Provided material
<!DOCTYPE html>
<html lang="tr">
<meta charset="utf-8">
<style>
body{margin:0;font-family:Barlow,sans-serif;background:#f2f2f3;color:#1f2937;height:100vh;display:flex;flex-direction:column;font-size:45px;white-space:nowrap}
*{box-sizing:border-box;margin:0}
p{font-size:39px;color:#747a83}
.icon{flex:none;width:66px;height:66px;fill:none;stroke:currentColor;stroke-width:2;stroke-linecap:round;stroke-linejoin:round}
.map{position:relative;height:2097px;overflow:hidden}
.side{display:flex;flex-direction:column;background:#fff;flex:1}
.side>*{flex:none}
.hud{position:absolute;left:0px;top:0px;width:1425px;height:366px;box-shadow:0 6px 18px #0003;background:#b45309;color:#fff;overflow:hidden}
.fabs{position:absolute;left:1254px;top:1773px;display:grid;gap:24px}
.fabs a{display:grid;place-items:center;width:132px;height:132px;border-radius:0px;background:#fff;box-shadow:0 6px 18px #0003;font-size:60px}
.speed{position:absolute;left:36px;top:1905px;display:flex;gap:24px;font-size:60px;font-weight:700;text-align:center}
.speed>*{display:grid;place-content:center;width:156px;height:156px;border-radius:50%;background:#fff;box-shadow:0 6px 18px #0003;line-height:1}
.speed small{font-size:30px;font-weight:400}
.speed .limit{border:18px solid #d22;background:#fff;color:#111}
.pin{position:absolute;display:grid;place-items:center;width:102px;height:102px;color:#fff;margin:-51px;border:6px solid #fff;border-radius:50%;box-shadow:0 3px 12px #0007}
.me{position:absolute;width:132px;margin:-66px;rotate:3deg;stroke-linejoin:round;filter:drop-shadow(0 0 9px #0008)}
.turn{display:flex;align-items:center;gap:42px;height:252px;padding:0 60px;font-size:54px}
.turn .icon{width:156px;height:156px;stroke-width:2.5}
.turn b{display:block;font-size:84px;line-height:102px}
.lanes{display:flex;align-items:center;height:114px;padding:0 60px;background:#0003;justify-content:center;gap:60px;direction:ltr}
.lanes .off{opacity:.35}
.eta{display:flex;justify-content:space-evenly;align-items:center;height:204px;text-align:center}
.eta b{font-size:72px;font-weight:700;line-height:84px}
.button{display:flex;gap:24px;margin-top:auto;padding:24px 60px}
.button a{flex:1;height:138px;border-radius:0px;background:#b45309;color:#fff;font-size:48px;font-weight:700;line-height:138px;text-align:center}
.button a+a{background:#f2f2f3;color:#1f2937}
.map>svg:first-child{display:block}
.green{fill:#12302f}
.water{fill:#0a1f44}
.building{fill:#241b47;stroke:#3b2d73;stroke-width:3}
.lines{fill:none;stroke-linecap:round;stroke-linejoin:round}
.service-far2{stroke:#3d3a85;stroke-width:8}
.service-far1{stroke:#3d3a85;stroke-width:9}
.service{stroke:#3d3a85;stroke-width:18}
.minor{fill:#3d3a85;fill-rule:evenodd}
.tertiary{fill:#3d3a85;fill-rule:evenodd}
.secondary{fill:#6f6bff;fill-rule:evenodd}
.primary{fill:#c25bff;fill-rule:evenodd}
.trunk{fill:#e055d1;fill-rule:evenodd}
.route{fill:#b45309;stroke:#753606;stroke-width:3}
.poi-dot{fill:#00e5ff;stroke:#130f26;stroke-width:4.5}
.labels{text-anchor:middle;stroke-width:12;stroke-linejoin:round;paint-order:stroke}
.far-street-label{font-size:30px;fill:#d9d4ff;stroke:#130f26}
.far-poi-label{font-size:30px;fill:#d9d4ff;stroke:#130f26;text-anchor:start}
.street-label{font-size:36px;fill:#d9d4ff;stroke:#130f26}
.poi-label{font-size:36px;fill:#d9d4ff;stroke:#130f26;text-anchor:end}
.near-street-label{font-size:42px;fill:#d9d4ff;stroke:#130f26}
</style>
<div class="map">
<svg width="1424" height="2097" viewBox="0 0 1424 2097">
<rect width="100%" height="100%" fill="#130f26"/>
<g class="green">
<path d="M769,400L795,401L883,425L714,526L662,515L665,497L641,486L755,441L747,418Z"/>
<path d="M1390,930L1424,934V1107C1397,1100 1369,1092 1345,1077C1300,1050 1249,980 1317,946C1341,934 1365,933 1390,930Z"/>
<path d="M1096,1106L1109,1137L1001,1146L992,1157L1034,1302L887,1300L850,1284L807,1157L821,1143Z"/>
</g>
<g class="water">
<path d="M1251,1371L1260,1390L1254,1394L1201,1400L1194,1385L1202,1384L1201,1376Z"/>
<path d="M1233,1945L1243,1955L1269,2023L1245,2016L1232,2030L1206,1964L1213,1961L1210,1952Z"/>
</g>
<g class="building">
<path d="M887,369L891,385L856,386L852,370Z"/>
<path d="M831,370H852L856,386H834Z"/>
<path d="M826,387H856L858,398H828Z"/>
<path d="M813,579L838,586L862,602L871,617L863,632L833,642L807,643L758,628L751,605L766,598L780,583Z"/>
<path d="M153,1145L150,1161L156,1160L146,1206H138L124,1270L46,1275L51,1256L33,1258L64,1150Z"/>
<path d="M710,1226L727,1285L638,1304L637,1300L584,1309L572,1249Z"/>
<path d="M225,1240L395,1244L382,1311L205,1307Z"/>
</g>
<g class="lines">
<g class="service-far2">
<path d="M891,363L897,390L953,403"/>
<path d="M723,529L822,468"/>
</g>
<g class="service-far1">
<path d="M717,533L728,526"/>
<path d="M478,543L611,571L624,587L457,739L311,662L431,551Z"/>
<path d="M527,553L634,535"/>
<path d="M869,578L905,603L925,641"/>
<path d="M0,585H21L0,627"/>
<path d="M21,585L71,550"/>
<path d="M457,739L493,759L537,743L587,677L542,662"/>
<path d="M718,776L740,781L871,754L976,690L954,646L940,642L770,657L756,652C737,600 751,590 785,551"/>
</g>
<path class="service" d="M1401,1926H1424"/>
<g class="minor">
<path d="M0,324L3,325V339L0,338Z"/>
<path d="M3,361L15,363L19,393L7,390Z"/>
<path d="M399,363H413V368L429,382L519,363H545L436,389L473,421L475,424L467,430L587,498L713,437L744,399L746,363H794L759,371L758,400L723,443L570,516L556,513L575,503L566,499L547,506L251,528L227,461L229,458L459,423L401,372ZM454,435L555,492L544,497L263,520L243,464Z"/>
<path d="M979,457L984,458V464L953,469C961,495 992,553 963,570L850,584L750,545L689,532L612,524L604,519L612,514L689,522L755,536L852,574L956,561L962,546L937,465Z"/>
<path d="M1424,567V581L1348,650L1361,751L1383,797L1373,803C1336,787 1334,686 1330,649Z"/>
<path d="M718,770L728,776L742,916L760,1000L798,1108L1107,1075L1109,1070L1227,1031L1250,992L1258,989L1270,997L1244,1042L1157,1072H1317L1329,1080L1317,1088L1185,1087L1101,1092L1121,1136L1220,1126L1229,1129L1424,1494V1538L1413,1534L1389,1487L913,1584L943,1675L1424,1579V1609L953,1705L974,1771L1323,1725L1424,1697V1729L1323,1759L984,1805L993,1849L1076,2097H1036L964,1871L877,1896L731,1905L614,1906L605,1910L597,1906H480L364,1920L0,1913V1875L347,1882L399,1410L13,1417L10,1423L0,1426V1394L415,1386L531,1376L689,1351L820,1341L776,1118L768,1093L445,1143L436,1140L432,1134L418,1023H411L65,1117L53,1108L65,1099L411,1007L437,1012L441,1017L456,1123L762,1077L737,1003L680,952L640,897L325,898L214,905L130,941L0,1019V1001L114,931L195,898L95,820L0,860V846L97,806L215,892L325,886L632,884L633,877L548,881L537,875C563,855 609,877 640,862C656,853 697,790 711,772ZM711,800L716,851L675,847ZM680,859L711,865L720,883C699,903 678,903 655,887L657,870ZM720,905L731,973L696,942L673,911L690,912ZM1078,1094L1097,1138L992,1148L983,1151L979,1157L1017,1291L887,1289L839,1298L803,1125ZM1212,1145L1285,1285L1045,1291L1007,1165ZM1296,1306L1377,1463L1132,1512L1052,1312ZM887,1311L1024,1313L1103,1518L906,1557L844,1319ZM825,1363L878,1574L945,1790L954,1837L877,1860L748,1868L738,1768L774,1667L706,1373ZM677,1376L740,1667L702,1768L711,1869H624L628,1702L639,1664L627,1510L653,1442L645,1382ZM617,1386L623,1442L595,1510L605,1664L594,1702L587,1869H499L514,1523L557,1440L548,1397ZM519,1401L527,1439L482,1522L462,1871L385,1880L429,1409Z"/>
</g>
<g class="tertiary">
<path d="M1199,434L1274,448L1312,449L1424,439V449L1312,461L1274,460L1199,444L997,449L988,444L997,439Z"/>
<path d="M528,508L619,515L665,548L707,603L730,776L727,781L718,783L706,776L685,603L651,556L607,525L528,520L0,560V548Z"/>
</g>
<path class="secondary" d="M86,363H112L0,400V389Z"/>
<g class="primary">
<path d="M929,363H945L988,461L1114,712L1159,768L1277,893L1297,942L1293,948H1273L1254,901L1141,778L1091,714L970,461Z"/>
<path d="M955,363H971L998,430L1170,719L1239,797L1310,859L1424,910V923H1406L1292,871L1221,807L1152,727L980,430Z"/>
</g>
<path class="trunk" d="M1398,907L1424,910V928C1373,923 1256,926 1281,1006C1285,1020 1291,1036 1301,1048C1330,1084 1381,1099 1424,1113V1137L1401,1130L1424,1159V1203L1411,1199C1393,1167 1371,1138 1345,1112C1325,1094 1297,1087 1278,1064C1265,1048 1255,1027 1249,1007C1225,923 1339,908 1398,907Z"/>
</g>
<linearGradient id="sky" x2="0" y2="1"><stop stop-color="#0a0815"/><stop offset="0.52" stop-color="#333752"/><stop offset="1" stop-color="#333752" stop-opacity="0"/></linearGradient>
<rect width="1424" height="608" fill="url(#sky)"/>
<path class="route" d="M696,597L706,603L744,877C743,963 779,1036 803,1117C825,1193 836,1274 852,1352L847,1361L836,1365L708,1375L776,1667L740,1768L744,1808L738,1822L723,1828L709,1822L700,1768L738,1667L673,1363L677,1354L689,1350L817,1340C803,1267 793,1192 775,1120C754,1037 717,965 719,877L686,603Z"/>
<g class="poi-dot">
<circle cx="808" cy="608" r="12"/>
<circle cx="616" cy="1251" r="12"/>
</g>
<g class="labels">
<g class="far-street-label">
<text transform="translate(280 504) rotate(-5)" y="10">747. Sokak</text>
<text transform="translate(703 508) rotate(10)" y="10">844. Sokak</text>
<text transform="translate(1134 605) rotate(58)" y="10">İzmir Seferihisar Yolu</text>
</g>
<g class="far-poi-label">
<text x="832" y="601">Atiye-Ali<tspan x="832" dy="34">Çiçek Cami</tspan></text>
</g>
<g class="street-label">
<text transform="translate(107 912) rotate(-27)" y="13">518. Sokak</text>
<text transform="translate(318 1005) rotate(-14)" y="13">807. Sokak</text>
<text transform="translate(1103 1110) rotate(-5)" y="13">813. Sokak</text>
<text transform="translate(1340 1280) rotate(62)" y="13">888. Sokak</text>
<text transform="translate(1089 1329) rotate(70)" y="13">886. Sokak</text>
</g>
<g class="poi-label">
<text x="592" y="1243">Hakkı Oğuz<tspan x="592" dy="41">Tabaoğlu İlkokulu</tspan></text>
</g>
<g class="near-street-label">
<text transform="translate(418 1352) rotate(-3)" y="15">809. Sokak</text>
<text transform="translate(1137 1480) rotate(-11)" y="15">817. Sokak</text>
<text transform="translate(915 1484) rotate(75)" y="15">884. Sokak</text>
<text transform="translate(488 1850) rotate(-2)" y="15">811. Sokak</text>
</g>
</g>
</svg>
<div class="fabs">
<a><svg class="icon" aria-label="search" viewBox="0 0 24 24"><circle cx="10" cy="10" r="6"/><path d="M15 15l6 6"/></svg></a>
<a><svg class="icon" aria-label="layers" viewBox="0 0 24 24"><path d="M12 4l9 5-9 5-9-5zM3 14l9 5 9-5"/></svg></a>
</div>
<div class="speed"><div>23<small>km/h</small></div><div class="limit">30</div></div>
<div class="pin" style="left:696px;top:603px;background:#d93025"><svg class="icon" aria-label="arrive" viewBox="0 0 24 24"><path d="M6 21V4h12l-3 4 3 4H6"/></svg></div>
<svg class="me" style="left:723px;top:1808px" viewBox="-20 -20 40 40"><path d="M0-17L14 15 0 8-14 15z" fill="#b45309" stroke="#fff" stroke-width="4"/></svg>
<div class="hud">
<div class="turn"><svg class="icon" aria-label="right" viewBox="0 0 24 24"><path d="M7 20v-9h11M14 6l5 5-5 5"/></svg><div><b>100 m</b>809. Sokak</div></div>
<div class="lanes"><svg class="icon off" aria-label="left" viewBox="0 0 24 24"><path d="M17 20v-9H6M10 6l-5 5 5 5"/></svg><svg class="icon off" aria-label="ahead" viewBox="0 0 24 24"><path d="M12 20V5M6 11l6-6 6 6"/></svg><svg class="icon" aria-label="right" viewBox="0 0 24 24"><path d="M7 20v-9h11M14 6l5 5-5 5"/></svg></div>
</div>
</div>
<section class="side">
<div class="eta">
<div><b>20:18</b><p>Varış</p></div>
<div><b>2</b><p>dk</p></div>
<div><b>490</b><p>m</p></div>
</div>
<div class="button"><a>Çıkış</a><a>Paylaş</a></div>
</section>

Assignment
Whenever a line above has the word "justify" in it, copy that line.

Task solution
.lanes{display:flex;align-items:center;height:114px;padding:0 60px;background:#0003;justify-content:center;gap:60px;direction:ltr}
.eta{display:flex;justify-content:space-evenly;align-items:center;height:204px;text-align:center}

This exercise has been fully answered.